The shortage signals more problems than it appears, such as the country's worsening pollution due to growing consumption of coal, and energy security, said Xu.
Worsening pollution from burning coal
Xu said China's energy sector has to face two major challenges as growing energy supply will pose pressure on the environment and low energy efficiency has become a major constraint on the expansion of the energy sector and sustainable social and economic problems. Coal accounts for 80 percent of the country's energy consumption.
China discharged 19.27 million tons of sulfur dioxide in 2002, 90 percent of which came from burning coal, and 200 million tons of ash and solid waste.The country's environmental watchdog said the amount of sulphur dioxide resulted in acid rain pollution in one third of the country, causing billions of dollars in economic losses.But China's energy demand in 2020 is projected at 3 billion tons of standard coal, almost double that of its output for 2003, which means pollution arising from coal-burning would worsen accordingly, putting further pressure on the country's water resources and transporting system.
Based on China's current coal production plans and decrease of producing capacity of existing coal mines, officials said the country's coal supply would be at least 100 million tons short of demand by 2010, and the shortage would jump to 600 million tons by 2020.

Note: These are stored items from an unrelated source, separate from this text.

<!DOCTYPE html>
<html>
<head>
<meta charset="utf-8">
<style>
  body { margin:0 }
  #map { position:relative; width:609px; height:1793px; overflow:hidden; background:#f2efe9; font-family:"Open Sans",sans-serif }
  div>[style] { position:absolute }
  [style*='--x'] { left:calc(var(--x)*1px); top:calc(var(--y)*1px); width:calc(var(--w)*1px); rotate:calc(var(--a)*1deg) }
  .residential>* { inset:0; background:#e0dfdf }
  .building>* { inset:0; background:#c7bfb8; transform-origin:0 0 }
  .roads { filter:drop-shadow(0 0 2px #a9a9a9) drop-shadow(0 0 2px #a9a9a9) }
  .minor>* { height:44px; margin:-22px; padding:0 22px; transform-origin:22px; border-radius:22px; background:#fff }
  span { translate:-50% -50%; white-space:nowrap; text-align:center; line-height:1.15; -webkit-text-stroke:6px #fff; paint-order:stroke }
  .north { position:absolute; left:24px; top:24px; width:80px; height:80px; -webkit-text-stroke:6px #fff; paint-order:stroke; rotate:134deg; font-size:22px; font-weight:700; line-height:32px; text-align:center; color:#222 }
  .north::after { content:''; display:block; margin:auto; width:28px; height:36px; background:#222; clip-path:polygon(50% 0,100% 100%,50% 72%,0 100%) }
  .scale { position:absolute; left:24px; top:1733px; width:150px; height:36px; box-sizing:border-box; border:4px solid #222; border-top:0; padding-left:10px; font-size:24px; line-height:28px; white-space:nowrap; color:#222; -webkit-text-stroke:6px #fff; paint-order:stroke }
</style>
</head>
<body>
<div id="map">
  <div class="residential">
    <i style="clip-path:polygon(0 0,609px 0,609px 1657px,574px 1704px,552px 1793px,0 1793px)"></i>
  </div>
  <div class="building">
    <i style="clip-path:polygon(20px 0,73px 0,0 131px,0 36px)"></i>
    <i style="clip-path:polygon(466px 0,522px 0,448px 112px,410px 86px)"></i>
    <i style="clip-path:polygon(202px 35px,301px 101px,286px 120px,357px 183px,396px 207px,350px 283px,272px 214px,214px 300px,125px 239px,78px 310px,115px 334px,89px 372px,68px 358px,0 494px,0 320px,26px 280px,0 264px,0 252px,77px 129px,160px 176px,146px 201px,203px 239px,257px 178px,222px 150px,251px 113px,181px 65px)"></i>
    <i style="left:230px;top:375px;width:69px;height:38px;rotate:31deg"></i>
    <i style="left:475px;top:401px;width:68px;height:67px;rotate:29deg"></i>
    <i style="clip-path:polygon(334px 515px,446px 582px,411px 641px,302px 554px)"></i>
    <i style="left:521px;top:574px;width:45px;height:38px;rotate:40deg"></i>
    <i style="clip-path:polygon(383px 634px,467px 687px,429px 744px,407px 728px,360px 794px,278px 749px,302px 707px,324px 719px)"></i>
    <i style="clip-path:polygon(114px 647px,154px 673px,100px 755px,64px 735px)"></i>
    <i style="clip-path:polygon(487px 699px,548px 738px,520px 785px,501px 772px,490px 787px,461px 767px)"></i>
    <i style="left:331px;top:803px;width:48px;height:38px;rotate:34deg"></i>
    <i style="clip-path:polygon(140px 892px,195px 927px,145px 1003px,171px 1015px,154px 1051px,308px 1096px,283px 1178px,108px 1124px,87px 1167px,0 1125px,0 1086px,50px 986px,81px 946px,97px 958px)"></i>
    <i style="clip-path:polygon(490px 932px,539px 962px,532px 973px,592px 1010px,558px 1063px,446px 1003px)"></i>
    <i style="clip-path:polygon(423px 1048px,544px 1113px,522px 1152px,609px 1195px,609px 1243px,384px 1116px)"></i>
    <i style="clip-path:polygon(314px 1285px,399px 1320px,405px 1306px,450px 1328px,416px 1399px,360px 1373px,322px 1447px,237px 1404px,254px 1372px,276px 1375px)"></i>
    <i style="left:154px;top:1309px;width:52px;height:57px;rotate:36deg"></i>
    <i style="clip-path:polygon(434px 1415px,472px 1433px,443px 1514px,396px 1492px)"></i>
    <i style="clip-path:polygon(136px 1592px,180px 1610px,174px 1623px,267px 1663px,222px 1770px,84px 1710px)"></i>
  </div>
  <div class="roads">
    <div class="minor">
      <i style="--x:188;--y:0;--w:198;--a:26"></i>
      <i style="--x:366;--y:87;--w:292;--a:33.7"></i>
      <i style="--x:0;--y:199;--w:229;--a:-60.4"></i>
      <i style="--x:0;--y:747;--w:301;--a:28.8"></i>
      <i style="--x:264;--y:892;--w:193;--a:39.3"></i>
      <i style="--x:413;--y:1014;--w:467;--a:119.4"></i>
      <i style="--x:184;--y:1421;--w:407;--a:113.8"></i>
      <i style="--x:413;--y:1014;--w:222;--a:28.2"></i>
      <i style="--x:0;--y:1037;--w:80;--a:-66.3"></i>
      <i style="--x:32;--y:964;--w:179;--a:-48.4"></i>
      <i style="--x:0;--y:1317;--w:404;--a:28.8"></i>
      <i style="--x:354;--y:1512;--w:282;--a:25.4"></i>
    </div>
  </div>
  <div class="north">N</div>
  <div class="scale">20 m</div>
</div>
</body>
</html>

Efforts to increase supply, save energy
In order to ease the current energy shortage, the Chinese government decided earlier this month on a package of measures to deal with the issue, such as curbing blind investment and wasteful duplications in some industries and cutting irrational demand, improving coal supply for areas suffering from power shortage, accelerating construction of energy and transport projects to expand supply and improving efficiency of energy consumption.
Officials and experts said China's power shortage would ease in 2005 and disappear in 2006 due to increased energy supply, but the balance between the supply and demand would not last long if China failed to boost supplies.
More than 200 billion yuan (about 24.1 billion US dollars) of capital went to the construction of power generating projects in 2003, almost equaling the amounts of 2001 and 2002 combined.
Zhou Heliang, executive vice president of the China Electrotechnical Society (CES), said that China's installed power generating capacity would experience big growth from now to 2020.
He said China had 380 million kilowatts of installed power generating capacity by the end of 2003. The level might exceed 450 million kilowatts by 2005, 650 million kilowatts by 2010 and around 950 million kilowatts by 2020.
A week-long nationwide campaign to educate the public about methods to save energy, sponsored by a number of government agencies, started on June 6. Among these methods, citizens are advised to unplug their electrical appliances if they would lay idle for a long period, avoiding power consumption from the standby mode.
Deliberations on energy efficiency in buildings have surfaced and some cities have taken steps in this direction.
Shanghai has taken the lead in the reform. Design and construction of new residential buildings and public buildings in the country's biggest industrial city must comply with energy conservation standards as of 2006.